Data items:
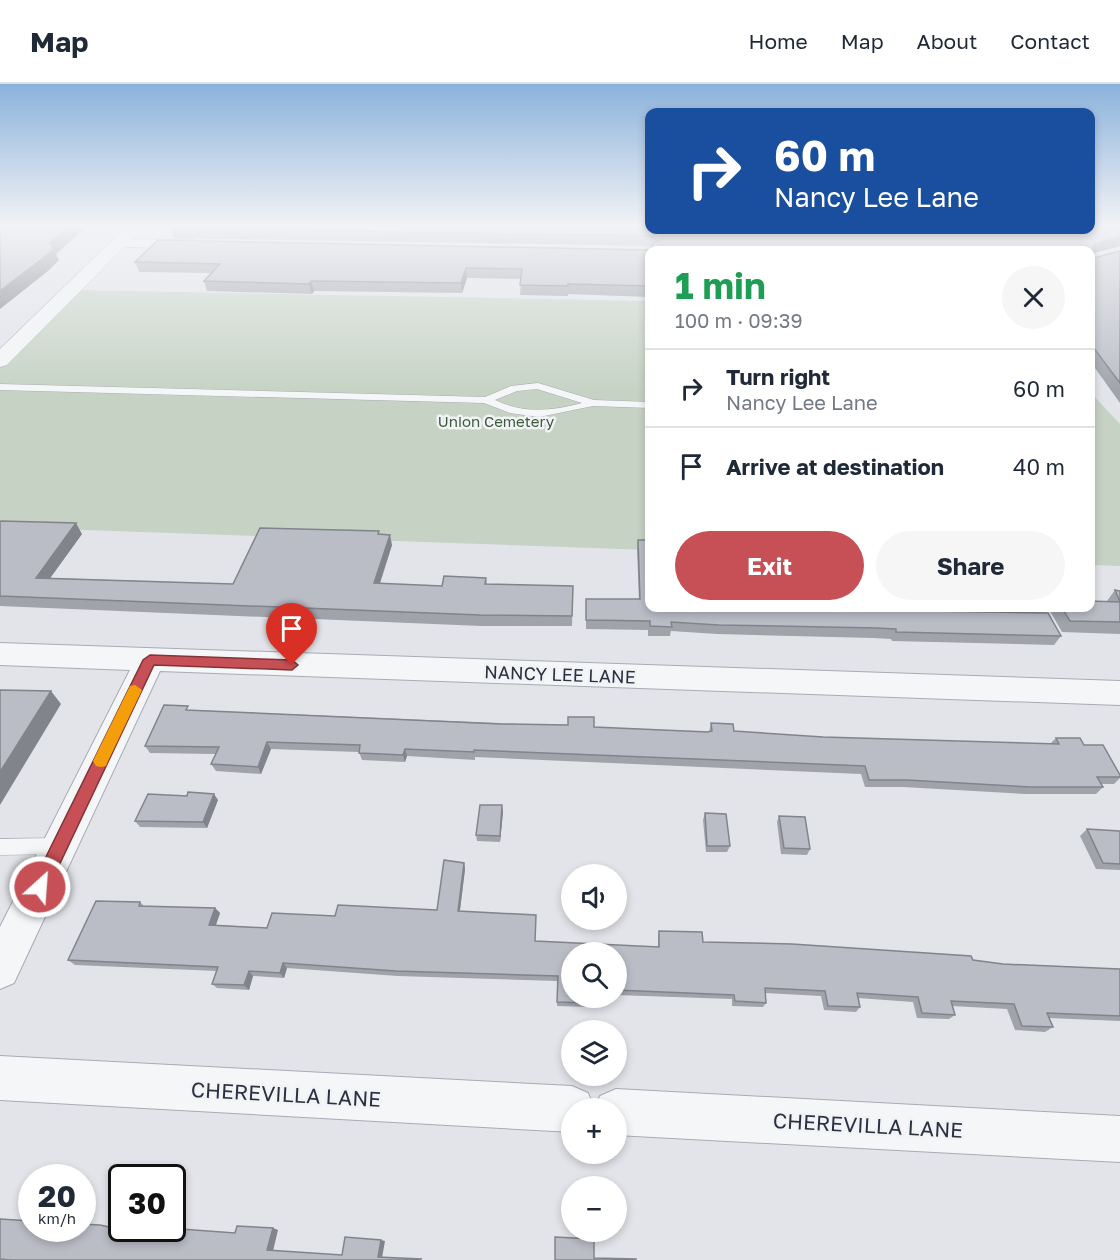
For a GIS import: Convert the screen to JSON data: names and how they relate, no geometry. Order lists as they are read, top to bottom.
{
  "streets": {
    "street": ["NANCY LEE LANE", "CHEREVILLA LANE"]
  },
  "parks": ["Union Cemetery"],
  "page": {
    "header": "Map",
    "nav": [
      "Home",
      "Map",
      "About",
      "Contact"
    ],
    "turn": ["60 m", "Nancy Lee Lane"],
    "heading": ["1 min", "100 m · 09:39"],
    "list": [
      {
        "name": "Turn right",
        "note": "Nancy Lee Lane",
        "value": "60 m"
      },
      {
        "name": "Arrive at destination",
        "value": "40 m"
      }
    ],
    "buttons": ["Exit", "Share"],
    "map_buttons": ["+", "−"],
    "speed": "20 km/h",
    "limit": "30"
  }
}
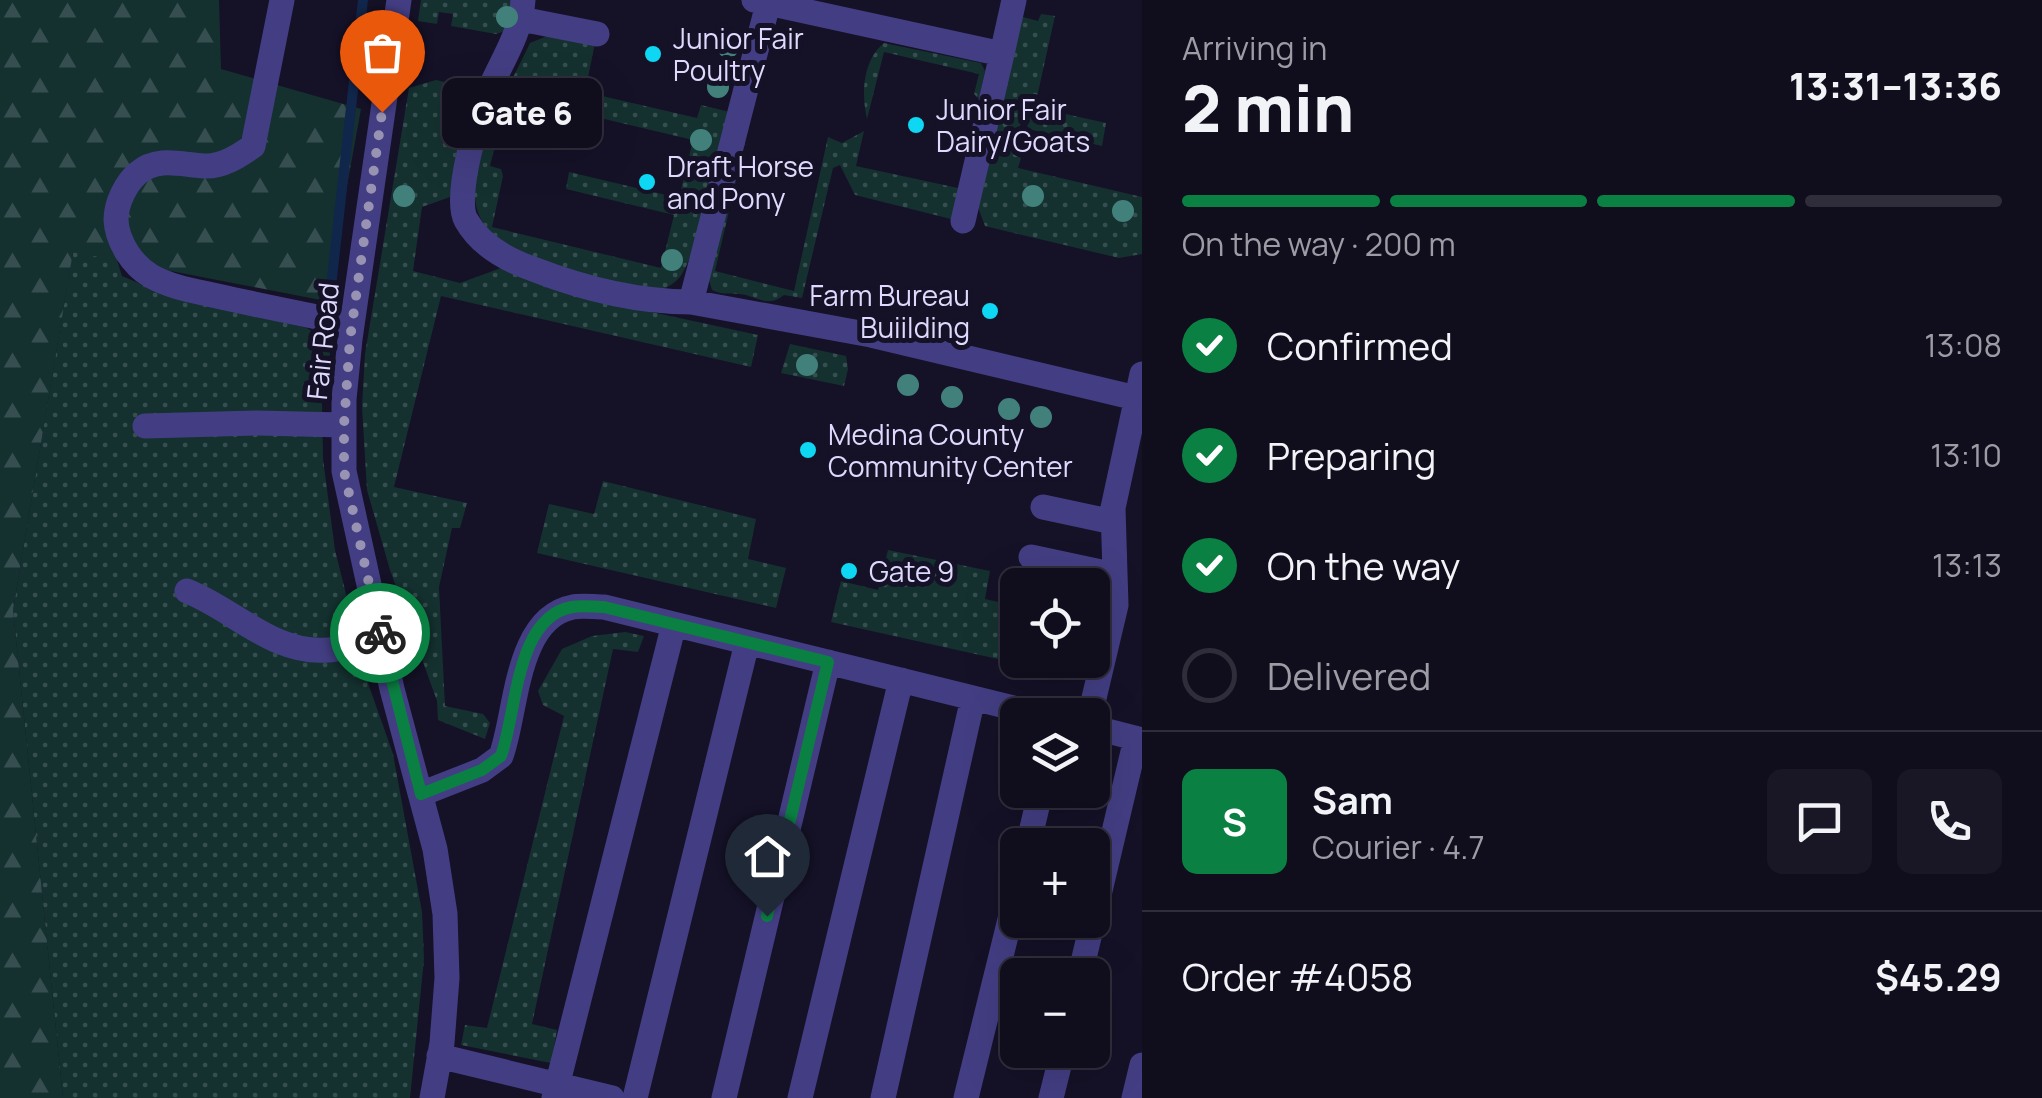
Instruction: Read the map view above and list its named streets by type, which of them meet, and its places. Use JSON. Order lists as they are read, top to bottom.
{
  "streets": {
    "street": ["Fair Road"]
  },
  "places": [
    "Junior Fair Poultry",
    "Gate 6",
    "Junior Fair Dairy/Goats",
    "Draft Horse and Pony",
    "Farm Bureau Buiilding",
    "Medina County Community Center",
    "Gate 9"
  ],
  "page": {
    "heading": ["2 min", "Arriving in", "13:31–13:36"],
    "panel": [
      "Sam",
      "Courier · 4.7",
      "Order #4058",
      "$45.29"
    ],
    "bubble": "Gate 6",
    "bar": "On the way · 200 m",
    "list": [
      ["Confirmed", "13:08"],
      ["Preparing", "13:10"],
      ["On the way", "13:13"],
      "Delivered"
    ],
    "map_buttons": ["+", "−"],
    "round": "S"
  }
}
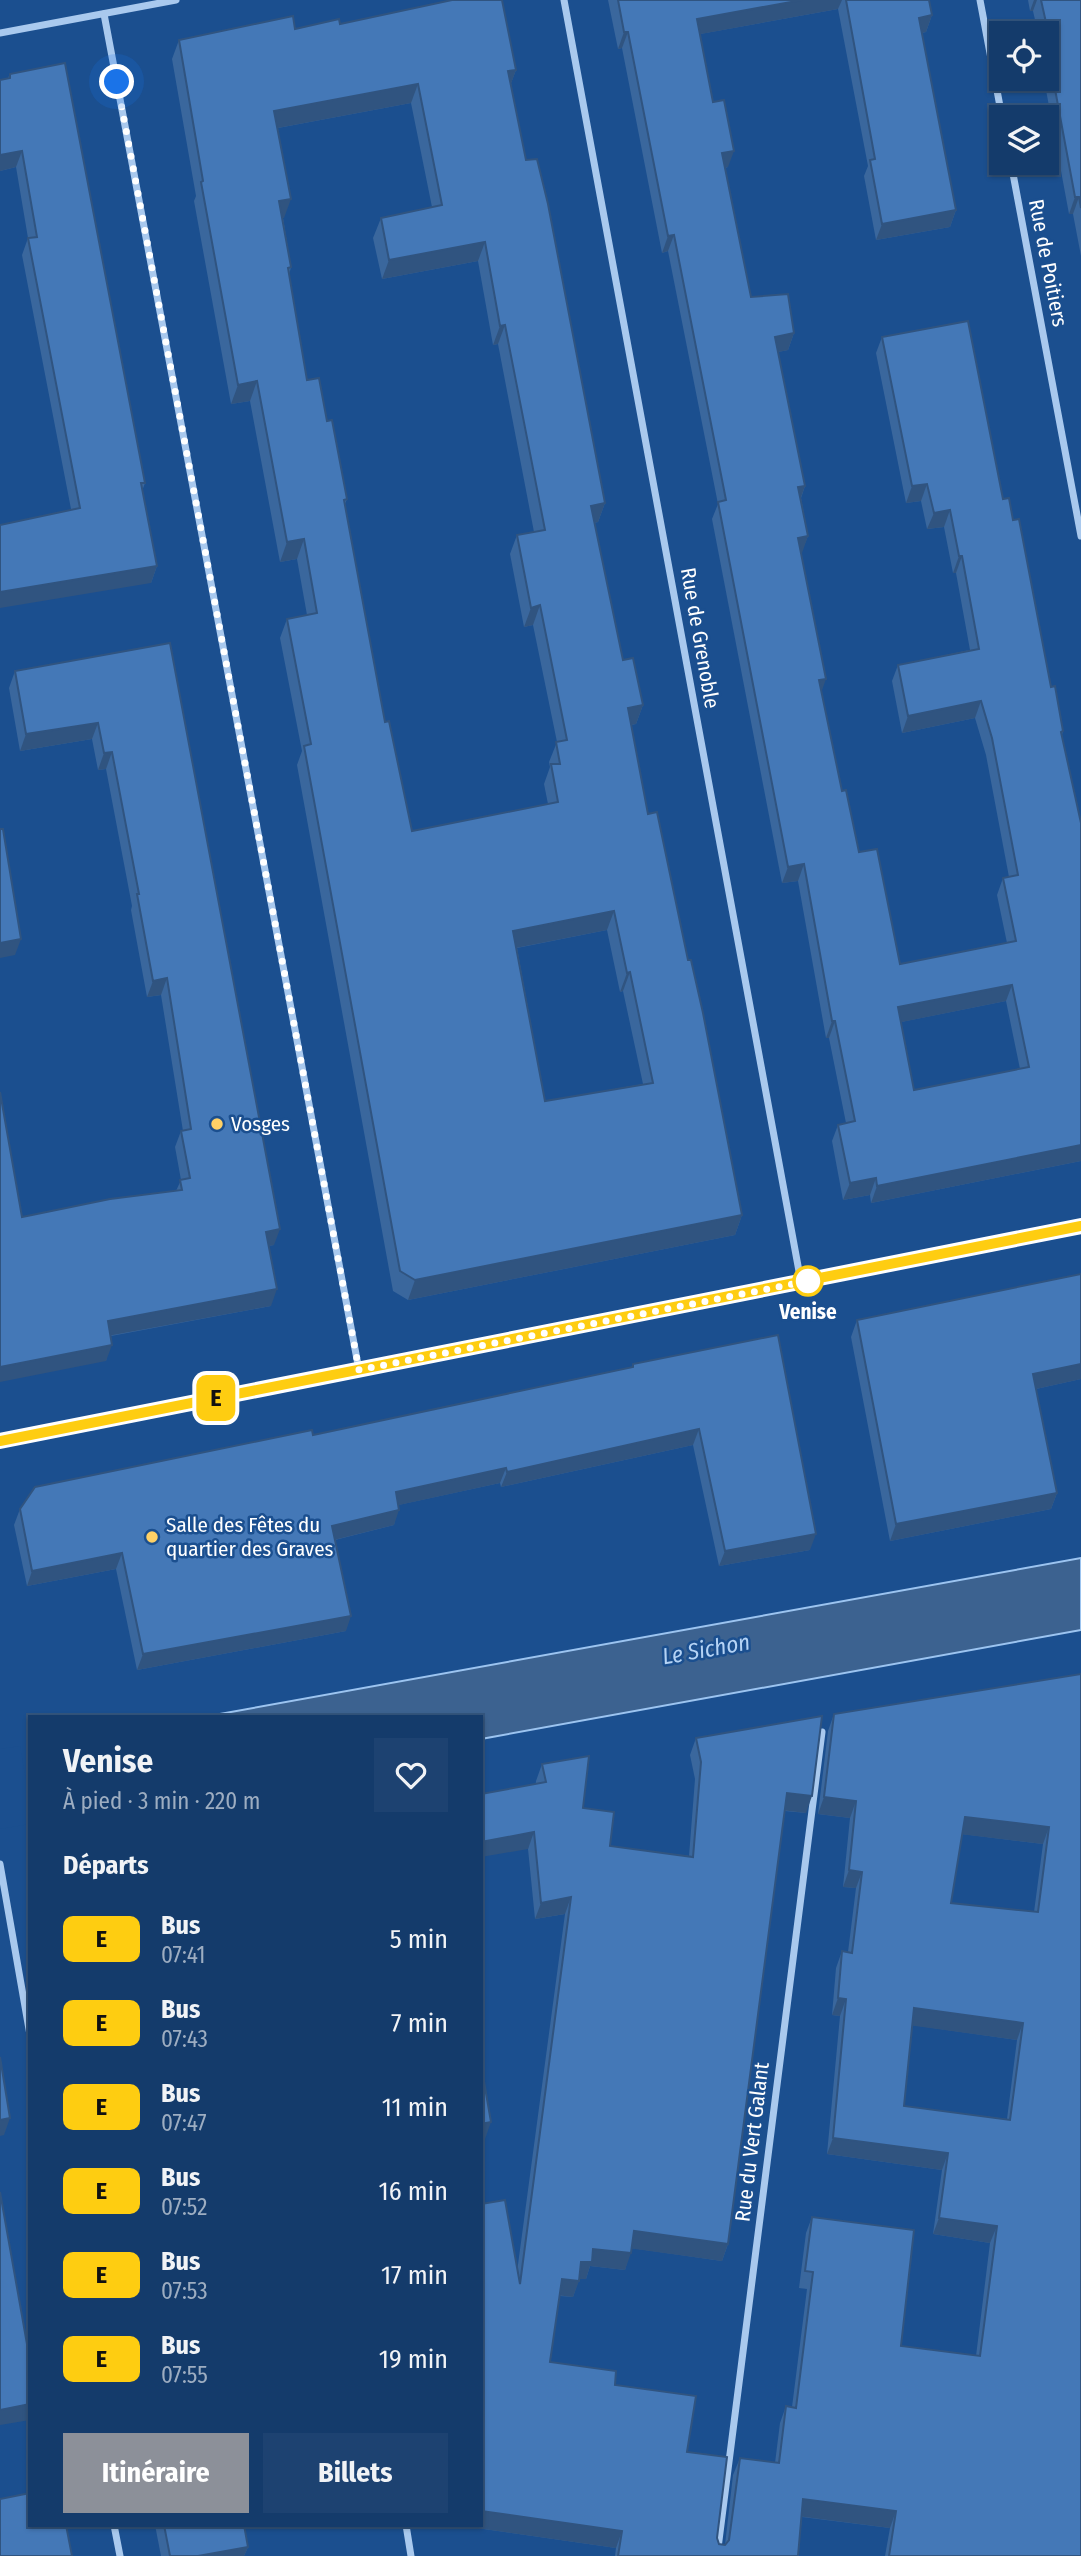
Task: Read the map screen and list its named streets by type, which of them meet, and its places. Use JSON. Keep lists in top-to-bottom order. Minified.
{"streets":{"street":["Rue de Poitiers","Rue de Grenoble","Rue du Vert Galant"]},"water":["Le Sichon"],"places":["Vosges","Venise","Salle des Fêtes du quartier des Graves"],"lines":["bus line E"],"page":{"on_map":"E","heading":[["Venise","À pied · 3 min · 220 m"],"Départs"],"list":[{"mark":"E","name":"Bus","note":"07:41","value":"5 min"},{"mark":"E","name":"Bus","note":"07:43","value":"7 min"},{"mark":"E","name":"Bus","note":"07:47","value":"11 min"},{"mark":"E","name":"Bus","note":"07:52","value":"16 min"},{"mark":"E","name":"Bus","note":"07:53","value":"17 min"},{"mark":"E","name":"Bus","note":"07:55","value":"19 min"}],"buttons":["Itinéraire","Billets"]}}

What this task involves.
Each record should appear again exactly as it stands, with no picture included.

Written response.
For a GIS import: Convert the screen to JSON data: names and how they relate, no geometry. Order lists as they are read, top to bottom.
{
  "streets": {
    "street": ["NANCY LEE LANE", "CHEREVILLA LANE"]
  },
  "parks": ["Union Cemetery"],
  "page": {
    "header": "Map",
    "nav": [
      "Home",
      "Map",
      "About",
      "Contact"
    ],
    "turn": ["60 m", "Nancy Lee Lane"],
    "heading": ["1 min", "100 m · 09:39"],
    "list": [
      {
        "name": "Turn right",
        "note": "Nancy Lee Lane",
        "value": "60 m"
      },
      {
        "name": "Arrive at destination",
        "value": "40 m"
      }
    ],
    "buttons": ["Exit", "Share"],
    "map_buttons": ["+", "−"],
    "speed": "20 km/h",
    "limit": "30"
  }
}
Instruction: Read the map view above and list its named streets by type, which of them meet, and its places. Use JSON. Order lists as they are read, top to bottom.
{
  "streets": {
    "street": ["Fair Road"]
  },
  "places": [
    "Junior Fair Poultry",
    "Gate 6",
    "Junior Fair Dairy/Goats",
    "Draft Horse and Pony",
    "Farm Bureau Buiilding",
    "Medina County Community Center",
    "Gate 9"
  ],
  "page": {
    "heading": ["2 min", "Arriving in", "13:31–13:36"],
    "panel": [
      "Sam",
      "Courier · 4.7",
      "Order #4058",
      "$45.29"
    ],
    "bubble": "Gate 6",
    "bar": "On the way · 200 m",
    "list": [
      ["Confirmed", "13:08"],
      ["Preparing", "13:10"],
      ["On the way", "13:13"],
      "Delivered"
    ],
    "map_buttons": ["+", "−"],
    "round": "S"
  }
}
Task: Read the map screen and list its named streets by type, which of them meet, and its places. Use JSON. Keep lists in top-to-bottom order. Minified.
{"streets":{"street":["Rue de Poitiers","Rue de Grenoble","Rue du Vert Galant"]},"water":["Le Sichon"],"places":["Vosges","Venise","Salle des Fêtes du quartier des Graves"],"lines":["bus line E"],"page":{"on_map":"E","heading":[["Venise","À pied · 3 min · 220 m"],"Départs"],"list":[{"mark":"E","name":"Bus","note":"07:41","value":"5 min"},{"mark":"E","name":"Bus","note":"07:43","value":"7 min"},{"mark":"E","name":"Bus","note":"07:47","value":"11 min"},{"mark":"E","name":"Bus","note":"07:52","value":"16 min"},{"mark":"E","name":"Bus","note":"07:53","value":"17 min"},{"mark":"E","name":"Bus","note":"07:55","value":"19 min"}],"buttons":["Itinéraire","Billets"]}}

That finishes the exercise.